What is the difference between 7075-T6 and 7075 T73?
The differences between 7075-T6 and 7075-T73 aluminum alloys primarily stem from their heat treatment processes, which result in varying mechanical properties, corrosion resistance, and suitability for specific applications.
7075 aluminum is a high-strength alloy primarily used in aerospace and other demanding applications, and its tempering grades (T6 or T73) describe the material's heat treatment process.
7075-T6 vs 7075 T73
| Aspect | 7075-T6 | 7075-T73 |
| Strength | Higher (peak-aged) | Lower (overaged) |
| Corrosion Resistance | Moderate | Excellent |
| Stress Cracking | Prone | Resistant |
| Typical Use Cases | High-stress, low-corrosion parts | Aerospace/marine critical parts |
7075-T6 vs 7075 T73 Heat Treatment Process
| Condition | Treatment Process | Strength | Stress Corrosion Cracking (SCC) Resistance | Dimensional Stability | Other Properties |
| 7075-T6 | Solution heat treated and then artificially aged (peak aging) | Achieves maximum strength | More prone to stress corrosion cracking | Fair | Retains high strength but is more susceptible to stress corrosion |
| 7075-T73 | Solution heat treated and then over-aged (additional aging beyond peak strength) | Slightly lower than T6 | Improved stress corrosion cracking resistance | Improved dimensional stability | Strength slightly reduced but improved stress corrosion resistance and dimensional stability |
In the T6 temper, the alloy undergoes solution heat treatment followed by artificial aging.
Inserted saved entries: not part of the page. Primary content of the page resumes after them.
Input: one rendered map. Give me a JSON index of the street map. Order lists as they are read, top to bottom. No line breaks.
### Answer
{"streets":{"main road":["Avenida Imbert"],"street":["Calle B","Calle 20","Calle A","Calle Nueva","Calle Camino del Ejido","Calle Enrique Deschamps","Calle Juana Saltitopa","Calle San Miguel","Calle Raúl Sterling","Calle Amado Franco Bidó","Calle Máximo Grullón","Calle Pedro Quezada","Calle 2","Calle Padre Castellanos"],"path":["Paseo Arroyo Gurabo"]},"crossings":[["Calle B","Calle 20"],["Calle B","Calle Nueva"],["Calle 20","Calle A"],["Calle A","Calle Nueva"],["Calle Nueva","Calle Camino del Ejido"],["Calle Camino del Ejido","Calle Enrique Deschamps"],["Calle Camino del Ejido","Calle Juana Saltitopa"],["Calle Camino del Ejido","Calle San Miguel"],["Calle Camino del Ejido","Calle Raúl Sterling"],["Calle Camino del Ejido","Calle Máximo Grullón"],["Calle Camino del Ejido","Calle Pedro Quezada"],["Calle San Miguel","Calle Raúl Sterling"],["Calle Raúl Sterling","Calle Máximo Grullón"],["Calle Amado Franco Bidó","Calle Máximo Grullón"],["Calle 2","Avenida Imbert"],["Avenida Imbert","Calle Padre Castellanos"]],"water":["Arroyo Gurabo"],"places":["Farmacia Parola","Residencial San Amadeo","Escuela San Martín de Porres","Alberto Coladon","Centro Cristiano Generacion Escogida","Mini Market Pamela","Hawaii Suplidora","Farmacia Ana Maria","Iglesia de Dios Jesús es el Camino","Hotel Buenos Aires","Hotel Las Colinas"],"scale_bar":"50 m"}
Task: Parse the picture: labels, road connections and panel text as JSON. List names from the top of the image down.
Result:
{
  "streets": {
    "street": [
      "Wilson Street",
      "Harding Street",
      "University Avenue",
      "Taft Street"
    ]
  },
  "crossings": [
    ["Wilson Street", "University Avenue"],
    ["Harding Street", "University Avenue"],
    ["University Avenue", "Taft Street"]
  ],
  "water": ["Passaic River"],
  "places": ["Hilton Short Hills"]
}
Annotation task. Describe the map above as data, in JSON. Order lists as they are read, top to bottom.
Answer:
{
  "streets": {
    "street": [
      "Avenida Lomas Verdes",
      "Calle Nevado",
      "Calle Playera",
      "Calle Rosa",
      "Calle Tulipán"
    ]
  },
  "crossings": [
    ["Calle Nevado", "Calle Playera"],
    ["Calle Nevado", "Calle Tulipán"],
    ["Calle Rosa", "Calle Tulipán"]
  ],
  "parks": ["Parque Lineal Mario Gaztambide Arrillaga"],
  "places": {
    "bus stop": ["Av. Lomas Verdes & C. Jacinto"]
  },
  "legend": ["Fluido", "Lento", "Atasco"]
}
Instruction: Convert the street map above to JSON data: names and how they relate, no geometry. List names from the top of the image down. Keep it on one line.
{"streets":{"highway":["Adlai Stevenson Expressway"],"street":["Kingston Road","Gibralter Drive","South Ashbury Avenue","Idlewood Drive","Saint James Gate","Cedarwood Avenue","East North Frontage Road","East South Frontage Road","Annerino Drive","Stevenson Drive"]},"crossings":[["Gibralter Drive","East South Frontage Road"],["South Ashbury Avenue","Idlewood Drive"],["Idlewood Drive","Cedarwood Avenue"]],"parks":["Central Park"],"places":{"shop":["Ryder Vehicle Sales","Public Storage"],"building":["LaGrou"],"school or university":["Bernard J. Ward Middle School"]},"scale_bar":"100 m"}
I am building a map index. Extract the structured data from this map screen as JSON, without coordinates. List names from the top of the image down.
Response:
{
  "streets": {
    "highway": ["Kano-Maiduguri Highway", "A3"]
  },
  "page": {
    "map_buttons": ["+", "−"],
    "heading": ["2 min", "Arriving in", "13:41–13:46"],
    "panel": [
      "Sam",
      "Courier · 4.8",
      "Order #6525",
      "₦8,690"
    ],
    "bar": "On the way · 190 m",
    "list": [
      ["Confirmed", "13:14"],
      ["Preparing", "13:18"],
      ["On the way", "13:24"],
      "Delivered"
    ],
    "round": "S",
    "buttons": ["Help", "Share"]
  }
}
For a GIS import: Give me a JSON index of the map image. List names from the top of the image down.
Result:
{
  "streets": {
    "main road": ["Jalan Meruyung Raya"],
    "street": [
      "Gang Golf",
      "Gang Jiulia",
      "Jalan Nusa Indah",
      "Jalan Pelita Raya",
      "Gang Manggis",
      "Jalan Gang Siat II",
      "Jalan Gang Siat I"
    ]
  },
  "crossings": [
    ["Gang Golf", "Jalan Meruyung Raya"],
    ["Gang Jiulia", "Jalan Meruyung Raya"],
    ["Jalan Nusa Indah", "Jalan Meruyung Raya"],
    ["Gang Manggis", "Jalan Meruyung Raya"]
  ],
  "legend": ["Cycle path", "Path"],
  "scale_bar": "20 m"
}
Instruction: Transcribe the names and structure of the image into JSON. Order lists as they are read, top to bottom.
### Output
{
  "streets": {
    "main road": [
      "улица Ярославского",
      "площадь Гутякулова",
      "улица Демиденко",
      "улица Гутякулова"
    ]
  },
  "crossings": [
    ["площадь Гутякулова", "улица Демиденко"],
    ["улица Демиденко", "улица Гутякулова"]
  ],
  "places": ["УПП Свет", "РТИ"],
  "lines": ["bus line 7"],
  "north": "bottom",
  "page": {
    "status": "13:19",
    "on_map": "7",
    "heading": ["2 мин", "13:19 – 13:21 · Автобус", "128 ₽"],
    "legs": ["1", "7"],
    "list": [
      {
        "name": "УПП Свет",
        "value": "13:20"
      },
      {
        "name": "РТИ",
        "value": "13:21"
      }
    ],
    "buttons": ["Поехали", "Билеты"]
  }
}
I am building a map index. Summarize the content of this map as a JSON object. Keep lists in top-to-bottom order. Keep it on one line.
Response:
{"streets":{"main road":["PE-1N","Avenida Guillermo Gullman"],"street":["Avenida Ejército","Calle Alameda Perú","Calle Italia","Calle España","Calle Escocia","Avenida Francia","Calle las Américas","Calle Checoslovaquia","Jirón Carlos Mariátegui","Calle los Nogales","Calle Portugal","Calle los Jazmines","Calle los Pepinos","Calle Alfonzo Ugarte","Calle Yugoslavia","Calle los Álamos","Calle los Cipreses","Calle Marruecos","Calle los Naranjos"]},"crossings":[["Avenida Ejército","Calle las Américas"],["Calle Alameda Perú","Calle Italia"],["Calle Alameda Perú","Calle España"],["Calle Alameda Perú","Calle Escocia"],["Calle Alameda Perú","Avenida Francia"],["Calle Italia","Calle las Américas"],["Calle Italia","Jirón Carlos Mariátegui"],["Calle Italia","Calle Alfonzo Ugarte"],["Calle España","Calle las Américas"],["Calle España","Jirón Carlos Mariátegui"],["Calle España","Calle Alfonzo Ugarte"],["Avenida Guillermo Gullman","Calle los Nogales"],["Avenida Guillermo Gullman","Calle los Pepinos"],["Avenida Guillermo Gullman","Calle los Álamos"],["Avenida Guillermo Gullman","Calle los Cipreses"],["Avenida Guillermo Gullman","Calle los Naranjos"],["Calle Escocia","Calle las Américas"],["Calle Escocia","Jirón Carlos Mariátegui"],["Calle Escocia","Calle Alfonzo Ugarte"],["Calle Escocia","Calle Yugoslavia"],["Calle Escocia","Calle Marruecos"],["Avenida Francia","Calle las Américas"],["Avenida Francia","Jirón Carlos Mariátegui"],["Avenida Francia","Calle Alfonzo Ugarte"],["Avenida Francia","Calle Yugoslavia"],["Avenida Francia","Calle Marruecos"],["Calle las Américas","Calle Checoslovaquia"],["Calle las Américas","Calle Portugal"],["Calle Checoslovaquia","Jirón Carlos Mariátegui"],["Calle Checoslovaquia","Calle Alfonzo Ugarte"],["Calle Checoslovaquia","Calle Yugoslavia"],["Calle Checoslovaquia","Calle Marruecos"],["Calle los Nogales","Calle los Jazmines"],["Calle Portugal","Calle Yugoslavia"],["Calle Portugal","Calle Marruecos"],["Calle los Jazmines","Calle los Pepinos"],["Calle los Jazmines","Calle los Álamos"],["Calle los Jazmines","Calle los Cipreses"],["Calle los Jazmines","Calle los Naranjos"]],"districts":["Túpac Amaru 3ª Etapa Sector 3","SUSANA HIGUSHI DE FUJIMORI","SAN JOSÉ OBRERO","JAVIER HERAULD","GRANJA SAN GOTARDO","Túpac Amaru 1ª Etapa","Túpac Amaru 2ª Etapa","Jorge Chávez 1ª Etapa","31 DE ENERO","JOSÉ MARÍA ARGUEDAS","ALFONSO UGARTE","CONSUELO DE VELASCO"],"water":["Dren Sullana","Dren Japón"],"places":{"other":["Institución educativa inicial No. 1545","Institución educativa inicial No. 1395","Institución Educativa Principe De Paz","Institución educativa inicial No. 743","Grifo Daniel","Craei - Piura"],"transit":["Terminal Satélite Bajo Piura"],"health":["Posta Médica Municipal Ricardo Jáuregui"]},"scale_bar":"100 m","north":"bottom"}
This process precipitates strengthening phases, thereby maximizing the alloy's tensile strength. The resulting material is very strong and hard, making it ideal for structural components that require maximum strength.
In the T73 temper, the alloy undergoes additional over-aging treatment. This extra aging step reduces residual stresses and alters the distribution of precipitates. While this heat treatment slightly reduces the ultimate strength compared to T6, it improves the material's resistance to stress corrosion cracking and general corrosion.
7075-T6 vs 7075 T73 Mechanical Properties
Strength:
- T6: Has higher tensile strength, which is a key factor for many aerospace and high-performance applications.
- T73: Due to the over-aging process, tensile strength is slightly lower, but this trade-off is acceptable when increased durability in corrosive environments is needed.
Ductility and Toughness:
- T6: Slightly worse ductility, more prone to cracking due to stress concentrations under certain conditions.
- T73: Has better fracture toughness and improved ductility, making it more resistant to crack propagation under stress.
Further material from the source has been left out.